Monday, November 24, 2014

Sparrowhawk

I always have mixed feelings when I see sparrowhawks in my garden.


I can't help but admire their speed and agility, but they come in to my garden to hunt precious garden birds.

Over the years I have developed a technique to feed them an alternative menu. But it's not been easy. Sparrowhawks are true hunters and only hunt live prey, using movement to locate their prey.


I painted the above after watching a woodpecker escape detection by keeping absolutely still, even though it was so close!

But this means it is difficult to get them to feed from a particular spot in order to photograph them. Having said that, sparrowhawks don't always finish their meal in one go and often leave a kill half eaten to come back to.

So I have found that if I find a carcass from a new kill, I can replace it with something else without the hawk noticing. I have a freezer that I keep stocked with road kill. Mainly it is stocked with pigeon and rabbits.

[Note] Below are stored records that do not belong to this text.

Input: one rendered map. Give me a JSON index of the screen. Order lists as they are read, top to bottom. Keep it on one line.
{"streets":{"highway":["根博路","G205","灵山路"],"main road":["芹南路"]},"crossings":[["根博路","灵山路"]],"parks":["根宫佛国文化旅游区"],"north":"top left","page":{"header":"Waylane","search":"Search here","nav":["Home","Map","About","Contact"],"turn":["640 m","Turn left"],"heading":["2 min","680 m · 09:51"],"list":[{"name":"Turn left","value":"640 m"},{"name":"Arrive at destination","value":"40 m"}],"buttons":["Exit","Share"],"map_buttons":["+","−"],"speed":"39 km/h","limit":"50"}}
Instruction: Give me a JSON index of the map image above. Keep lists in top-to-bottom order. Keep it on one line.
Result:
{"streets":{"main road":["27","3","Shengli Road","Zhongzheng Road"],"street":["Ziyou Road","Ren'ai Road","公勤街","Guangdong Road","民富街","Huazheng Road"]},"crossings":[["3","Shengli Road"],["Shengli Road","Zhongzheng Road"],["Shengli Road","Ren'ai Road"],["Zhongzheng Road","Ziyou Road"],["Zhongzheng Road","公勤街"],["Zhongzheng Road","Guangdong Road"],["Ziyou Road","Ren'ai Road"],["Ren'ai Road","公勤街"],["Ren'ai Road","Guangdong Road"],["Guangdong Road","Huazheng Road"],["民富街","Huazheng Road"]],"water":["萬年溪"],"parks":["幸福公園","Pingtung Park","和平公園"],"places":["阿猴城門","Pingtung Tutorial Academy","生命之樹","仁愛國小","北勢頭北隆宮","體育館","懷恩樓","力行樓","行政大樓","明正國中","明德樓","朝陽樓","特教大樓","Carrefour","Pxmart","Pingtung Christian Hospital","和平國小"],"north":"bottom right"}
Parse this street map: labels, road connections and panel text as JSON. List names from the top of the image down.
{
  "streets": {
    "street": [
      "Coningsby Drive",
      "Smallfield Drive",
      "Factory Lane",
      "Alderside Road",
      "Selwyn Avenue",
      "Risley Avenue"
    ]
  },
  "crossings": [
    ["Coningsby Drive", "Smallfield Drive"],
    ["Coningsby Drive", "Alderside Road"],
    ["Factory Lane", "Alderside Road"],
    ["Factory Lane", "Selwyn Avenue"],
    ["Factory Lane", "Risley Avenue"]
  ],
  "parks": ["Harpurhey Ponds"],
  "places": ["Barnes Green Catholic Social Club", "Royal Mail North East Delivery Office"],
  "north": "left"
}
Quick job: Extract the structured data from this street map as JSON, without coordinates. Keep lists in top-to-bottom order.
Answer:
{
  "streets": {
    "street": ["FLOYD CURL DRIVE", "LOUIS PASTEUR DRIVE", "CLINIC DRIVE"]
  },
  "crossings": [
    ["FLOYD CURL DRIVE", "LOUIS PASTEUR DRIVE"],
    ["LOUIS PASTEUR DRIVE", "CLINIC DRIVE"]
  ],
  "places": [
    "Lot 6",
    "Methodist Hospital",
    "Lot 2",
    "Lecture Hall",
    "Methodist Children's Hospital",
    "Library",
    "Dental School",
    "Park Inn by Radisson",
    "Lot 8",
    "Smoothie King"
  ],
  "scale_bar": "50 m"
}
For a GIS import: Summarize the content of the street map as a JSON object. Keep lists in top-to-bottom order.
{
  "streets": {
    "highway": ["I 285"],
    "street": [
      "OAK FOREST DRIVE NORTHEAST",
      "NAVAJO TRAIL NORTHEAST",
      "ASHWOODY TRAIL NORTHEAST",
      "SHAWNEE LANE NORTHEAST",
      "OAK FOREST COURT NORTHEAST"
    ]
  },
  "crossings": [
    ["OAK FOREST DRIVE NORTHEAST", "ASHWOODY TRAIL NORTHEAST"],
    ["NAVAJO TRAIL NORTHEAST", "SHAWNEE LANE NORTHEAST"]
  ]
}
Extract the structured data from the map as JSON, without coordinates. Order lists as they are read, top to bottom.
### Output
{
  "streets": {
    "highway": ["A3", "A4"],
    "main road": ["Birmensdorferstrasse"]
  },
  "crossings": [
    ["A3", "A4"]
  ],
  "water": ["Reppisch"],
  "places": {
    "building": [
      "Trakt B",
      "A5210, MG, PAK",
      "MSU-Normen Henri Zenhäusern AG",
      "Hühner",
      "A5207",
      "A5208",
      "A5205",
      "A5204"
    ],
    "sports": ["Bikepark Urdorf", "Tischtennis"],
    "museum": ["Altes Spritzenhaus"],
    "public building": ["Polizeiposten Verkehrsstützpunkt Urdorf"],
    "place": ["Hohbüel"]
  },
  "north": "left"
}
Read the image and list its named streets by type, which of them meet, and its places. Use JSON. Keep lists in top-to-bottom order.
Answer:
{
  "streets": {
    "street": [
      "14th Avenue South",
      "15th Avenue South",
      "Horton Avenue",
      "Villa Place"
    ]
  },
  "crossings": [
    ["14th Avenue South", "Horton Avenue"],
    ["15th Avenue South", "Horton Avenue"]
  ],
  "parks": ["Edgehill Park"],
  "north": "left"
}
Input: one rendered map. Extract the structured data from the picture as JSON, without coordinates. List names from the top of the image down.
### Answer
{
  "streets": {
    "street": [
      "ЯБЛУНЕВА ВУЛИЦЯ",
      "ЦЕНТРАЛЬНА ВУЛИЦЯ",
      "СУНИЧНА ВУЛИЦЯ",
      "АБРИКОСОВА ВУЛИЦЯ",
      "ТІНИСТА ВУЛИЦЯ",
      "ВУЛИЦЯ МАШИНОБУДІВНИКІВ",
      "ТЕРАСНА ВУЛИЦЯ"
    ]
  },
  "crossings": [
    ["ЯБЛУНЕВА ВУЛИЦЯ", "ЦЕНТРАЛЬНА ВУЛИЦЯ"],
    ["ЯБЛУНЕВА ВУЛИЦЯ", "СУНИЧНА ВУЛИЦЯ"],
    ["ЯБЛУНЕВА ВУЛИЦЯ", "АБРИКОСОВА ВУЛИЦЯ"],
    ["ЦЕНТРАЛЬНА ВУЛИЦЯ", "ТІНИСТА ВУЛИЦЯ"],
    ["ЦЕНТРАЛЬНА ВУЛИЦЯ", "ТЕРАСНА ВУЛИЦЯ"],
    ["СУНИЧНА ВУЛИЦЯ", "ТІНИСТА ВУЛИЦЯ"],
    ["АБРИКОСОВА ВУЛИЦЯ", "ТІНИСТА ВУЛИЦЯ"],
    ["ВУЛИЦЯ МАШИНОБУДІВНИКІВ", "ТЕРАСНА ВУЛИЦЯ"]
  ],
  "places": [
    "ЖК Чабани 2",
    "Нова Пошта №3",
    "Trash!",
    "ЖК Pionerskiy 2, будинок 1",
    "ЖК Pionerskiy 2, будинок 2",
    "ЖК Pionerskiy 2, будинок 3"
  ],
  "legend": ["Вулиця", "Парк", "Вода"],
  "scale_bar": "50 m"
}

When the sparrowhawk returns to finish its meal it often looks a bit surprised to find what is often a different species to what it had left, but it tends not to pass up on this offer of a free meal.

I can move this new carcass a few metres every day until it is in a convenient place for me to photograph.

By using this technique I managed to get a female sparrowhawk to feed in the garden for six months and I got some great photographs of its daily dramas - especially when a young female turned up and fought it over the feeding station! (below) It was so dramatic  watching these supreme predators vying for position!


The older bird eventually won this battle, even though the younger bird was much more aggressive.

Unfortunately the older female left the garden this April. I expect she went away to nest. There is a new hawk here now,. When I first saw it flit past the window in late June, I thought it was the same one back, but this is a new female.


I have some good shots of her and also of another young female that has been visiting (pictured below), but I'm yet to be able to persuade her to feed here despite trying.



I hope I can get her to because I'm working on a new composition for a new painting of a sparrowhawk and I would like to have a painting model I can rely on!

This will be my new challenge over the next month.